Your goal: For every line in the entries that contains "overflow", show the whole line.

(Data shown)

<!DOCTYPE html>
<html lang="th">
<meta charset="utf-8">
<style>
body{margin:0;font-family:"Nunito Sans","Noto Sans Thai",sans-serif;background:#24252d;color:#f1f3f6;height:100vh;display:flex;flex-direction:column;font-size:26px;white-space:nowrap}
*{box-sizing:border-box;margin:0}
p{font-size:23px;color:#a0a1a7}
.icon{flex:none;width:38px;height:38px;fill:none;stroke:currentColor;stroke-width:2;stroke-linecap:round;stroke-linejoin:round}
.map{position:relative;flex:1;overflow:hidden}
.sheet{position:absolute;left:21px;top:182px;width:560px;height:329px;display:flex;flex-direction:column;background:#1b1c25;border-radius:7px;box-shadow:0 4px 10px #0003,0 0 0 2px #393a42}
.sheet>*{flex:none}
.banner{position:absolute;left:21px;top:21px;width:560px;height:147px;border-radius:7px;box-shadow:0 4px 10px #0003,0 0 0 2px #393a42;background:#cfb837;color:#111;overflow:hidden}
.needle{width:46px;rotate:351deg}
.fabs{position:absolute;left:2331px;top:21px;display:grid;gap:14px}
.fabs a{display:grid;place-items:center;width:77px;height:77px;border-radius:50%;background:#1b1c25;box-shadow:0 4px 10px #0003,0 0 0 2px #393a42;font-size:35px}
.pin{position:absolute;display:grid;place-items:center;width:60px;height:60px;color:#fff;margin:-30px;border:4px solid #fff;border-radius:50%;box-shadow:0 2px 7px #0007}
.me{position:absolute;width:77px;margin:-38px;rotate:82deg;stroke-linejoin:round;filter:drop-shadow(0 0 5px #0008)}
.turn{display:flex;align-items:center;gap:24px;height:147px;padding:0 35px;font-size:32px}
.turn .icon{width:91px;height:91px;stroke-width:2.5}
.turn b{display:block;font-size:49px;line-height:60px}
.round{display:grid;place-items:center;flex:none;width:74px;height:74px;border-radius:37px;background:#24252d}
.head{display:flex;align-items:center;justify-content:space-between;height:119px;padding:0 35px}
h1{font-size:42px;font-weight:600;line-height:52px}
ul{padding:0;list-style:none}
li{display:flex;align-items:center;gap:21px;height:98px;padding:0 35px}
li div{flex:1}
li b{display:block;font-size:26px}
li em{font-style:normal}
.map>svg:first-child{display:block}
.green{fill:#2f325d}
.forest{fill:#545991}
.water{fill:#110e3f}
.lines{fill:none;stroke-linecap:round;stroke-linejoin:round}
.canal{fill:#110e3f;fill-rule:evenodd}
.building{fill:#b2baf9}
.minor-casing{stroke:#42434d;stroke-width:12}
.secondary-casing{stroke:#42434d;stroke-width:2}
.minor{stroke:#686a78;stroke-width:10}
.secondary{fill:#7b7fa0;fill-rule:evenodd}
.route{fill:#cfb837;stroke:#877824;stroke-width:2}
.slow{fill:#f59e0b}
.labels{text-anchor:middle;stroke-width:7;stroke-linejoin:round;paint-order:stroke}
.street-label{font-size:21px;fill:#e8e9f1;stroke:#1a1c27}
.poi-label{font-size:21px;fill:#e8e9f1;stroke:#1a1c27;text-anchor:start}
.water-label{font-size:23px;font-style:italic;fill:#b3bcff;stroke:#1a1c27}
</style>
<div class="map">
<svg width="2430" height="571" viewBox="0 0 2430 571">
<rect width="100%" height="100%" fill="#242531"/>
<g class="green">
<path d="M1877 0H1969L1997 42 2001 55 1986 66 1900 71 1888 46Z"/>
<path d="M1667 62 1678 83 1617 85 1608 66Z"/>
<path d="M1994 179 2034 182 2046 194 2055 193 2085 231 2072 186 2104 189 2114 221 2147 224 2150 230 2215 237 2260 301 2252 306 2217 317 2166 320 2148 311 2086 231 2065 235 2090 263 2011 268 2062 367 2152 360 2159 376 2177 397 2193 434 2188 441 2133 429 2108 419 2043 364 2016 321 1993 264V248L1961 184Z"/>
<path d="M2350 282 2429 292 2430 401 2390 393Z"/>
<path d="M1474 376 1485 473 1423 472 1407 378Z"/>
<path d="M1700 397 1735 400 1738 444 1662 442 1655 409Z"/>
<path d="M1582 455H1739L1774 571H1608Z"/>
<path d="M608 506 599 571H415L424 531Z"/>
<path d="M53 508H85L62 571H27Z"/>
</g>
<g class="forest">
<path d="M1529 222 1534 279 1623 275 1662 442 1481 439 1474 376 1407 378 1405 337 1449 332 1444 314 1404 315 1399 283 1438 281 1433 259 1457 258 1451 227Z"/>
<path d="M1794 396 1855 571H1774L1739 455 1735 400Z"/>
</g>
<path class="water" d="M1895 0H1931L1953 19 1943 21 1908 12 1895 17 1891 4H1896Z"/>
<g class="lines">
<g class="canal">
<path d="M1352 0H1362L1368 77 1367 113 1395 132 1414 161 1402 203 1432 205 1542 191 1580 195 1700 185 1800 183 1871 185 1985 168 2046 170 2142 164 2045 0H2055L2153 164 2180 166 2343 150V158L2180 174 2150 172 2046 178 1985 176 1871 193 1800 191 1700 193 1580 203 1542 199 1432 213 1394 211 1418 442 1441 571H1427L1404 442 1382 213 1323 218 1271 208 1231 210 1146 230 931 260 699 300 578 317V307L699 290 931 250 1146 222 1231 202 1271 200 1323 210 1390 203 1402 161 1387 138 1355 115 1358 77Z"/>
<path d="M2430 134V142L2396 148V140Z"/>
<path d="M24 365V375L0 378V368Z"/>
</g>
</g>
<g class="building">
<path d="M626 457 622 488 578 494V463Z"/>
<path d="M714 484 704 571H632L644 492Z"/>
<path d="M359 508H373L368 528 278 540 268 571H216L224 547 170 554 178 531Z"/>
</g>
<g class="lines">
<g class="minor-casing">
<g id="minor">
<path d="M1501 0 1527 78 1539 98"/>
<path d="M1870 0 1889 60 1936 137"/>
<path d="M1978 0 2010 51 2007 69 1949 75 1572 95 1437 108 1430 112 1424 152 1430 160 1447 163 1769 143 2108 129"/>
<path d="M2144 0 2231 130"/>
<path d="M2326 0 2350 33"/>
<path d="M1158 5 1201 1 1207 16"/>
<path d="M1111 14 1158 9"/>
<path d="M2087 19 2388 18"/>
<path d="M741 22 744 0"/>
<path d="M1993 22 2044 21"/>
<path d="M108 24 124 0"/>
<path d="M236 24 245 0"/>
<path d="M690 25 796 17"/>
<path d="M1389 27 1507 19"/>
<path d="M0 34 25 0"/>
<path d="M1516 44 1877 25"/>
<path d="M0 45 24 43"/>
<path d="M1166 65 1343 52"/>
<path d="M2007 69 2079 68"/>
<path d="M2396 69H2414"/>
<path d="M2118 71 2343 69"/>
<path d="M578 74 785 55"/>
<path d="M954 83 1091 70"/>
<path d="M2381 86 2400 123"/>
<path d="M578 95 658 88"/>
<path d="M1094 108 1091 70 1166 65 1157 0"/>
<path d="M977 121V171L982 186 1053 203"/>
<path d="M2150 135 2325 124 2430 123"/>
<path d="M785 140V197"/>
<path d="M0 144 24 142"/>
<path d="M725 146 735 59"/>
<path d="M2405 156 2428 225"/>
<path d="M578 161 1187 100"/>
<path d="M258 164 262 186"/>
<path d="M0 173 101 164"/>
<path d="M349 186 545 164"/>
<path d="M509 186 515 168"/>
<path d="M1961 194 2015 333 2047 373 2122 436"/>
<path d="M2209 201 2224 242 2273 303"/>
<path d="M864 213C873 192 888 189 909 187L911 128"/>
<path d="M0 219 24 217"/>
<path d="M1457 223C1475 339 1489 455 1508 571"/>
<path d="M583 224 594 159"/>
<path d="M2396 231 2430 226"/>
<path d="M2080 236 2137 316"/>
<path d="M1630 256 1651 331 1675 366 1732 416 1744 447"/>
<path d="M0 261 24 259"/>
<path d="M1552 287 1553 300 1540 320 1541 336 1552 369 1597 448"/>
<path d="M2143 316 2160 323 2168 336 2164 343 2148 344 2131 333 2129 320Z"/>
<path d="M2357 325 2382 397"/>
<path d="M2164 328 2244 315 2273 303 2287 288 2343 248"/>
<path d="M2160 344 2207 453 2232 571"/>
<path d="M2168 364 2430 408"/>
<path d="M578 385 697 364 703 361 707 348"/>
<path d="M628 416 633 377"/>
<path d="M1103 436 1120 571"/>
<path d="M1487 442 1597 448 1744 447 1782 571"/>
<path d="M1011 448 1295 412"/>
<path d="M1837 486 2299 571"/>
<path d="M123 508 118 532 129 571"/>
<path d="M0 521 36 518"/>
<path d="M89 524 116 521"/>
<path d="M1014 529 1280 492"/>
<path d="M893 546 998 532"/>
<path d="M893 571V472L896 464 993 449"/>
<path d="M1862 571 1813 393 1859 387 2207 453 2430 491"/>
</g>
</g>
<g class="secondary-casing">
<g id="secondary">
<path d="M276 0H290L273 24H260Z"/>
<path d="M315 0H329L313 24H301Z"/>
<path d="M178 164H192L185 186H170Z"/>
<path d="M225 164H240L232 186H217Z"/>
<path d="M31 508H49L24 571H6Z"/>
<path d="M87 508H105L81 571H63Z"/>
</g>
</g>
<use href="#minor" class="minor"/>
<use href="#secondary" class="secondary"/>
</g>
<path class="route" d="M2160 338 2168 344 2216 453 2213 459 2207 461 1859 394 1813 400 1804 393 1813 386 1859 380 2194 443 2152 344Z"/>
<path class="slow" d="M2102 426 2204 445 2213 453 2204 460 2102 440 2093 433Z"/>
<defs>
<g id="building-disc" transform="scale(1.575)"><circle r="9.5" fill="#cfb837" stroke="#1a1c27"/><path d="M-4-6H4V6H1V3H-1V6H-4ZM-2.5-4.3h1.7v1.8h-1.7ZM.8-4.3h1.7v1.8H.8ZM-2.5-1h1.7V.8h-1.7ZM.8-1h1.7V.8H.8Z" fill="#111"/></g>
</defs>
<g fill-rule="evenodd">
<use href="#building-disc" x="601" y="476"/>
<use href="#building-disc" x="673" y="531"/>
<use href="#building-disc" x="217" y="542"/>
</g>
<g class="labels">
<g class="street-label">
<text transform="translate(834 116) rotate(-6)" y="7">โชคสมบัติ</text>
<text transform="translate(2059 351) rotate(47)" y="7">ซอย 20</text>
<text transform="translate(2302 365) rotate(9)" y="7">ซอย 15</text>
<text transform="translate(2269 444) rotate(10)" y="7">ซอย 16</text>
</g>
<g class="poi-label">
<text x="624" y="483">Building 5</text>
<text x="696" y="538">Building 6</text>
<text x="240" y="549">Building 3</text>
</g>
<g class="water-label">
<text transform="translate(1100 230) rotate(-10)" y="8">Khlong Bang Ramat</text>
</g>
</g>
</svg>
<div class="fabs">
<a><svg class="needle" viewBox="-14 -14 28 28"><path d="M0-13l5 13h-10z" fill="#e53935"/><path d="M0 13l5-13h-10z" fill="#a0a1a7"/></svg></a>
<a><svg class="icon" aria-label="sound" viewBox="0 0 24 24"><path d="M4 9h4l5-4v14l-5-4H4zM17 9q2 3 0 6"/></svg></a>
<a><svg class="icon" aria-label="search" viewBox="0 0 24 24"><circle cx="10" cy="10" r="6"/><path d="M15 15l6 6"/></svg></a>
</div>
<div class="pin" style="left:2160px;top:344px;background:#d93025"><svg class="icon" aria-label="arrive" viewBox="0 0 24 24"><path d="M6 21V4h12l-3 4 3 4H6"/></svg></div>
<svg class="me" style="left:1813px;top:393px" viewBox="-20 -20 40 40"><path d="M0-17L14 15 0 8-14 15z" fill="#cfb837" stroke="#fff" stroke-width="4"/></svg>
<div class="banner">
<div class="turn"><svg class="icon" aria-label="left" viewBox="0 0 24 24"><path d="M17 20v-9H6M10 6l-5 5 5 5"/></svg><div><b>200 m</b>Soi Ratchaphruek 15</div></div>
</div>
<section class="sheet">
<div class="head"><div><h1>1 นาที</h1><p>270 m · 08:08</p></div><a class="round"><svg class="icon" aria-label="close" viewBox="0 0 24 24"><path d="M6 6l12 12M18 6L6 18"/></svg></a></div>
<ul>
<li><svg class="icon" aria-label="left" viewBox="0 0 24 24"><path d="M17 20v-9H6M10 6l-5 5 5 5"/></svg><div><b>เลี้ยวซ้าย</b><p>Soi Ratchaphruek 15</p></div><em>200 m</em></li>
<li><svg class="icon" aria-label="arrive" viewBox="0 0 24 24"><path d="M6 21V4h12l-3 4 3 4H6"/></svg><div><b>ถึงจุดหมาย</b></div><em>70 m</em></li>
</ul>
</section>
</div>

(End Data shown)

The completed task:
.map{position:relative;flex:1;overflow:hidden}
.banner{position:absolute;left:21px;top:21px;width:560px;height:147px;border-radius:7px;box-shadow:0 4px 10px #0003,0 0 0 2px #393a42;background:#cfb837;color:#111;overflow:hidden}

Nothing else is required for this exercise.